Monday, June 16, 2008

A Return from Wilting

I love this moment when the old mood snaps and I float to the surface. That first gasp of air is wonderful. Still no oomph to write; but it doesn't matter quite yet. I'll force myself to write another bit of silliness and better things will come.

~

Just to let everyone know, I really don't like peacocks. They truly are beautiful. They are also selfish, greedy, and very, very noisy. There's a cultural park near my parents house, and one week the peacocks started to escape.

Now, I worked at said park in the afternoons. My summer/after school job. Possibly the most visual, in-your-face job I've ever had~ I sold coconuts with straws out of a canoe. My muumuu was white, royal blue, and hot pink. I wore a coconut hat on my head. WITH coconut leaf accouterments shaped like birds sticking up. And flowers.

The best part about it was the canoe was fiberglass painted to look like plastic wood, and the lagoon was only three feet deep. Got the image now?

At any rate, there were free range chickens already there. Then someone got the idea to introduce free range peacocks. They very carefully clipped their wings to keep them in the park, and promptly forgot that the feathers grow back.

One day - or night. Or morning. I don't really know and don't care to experience it again - an unholy shriek yanked me out of bed by the ear and sprawled me on the floor. Obviously a serial killer had decided to eat someone alive outside my bedroom window. I lurched to the window and tried to peek over the sill without giving any one a clear shot.

Nothing.

I crawled back into bed, shaking. It was very, very dark. I was very, very tired. And that damn peacock, who was sitting on the spot of roof above my bed, let out their characteristic "HEEEEYYYYYYYOOOUUUUUUUUUUU!" Well. I knew it wasn't a serial killer then. What sort of idiot serial killer would sit above the scene of the crime and call out to all and sundry? At 90 decibels, no less.

I charged out into the hall, only to join forces with my sister charging up from the other end. We rounded the corner in tandem, and burst out the front door. (It was this bang, interestingly enough, that woke up my parents. I think that was the first positive proof that my dad was a master of selective deafness.)

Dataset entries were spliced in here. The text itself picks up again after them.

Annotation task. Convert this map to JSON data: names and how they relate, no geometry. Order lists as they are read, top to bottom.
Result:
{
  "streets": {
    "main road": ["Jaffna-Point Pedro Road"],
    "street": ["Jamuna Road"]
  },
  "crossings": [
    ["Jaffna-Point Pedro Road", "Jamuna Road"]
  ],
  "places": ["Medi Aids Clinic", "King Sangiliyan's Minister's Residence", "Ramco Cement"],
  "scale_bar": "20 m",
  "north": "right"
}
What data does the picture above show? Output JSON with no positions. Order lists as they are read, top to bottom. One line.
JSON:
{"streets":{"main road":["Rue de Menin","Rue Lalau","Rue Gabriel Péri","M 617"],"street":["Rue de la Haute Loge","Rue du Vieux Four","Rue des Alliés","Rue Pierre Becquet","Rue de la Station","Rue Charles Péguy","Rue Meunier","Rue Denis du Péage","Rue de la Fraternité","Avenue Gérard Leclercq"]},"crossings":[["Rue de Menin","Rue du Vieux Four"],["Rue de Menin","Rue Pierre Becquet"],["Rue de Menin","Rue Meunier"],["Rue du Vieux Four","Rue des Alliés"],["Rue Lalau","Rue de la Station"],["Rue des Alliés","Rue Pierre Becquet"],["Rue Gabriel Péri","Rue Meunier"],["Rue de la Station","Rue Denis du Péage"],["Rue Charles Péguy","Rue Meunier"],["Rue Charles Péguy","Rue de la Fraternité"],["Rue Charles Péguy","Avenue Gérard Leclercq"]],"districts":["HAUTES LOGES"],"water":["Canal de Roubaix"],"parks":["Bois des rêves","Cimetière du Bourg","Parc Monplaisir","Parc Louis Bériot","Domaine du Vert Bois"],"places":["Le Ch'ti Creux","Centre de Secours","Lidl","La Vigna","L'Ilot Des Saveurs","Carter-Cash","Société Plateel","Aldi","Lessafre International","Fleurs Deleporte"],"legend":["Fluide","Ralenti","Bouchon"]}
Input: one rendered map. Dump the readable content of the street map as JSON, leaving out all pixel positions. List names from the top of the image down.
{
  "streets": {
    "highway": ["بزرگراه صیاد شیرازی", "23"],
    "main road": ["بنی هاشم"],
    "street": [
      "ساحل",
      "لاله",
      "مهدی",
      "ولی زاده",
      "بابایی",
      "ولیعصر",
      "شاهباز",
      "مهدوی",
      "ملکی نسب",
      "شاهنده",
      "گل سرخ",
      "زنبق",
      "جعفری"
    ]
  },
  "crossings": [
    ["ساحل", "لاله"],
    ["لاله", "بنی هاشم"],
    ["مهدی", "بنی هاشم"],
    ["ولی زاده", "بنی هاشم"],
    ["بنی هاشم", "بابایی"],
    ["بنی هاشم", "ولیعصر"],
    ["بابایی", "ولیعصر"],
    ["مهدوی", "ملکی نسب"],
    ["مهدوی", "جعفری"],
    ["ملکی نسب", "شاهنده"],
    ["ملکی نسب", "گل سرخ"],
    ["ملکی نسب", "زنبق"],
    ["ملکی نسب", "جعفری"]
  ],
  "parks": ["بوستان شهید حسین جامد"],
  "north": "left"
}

The collective glare aimed at that peacock should have roasted him on the spot. He remained unimpressed. After all. He was on the roof. And more beautiful than the entire 3am crowd to boot. Rocks, guava, sticks- they all had no effect. It would have helped if our aim wasn't atrocious.

Mom finally solved the problem with the high pressure garden hose. The bird decided to sulk in the back yard, and was collected by a little man in a white golf cart later. I heard that 5 total got out. But it wasn't until Ben got involved that they all disappeared...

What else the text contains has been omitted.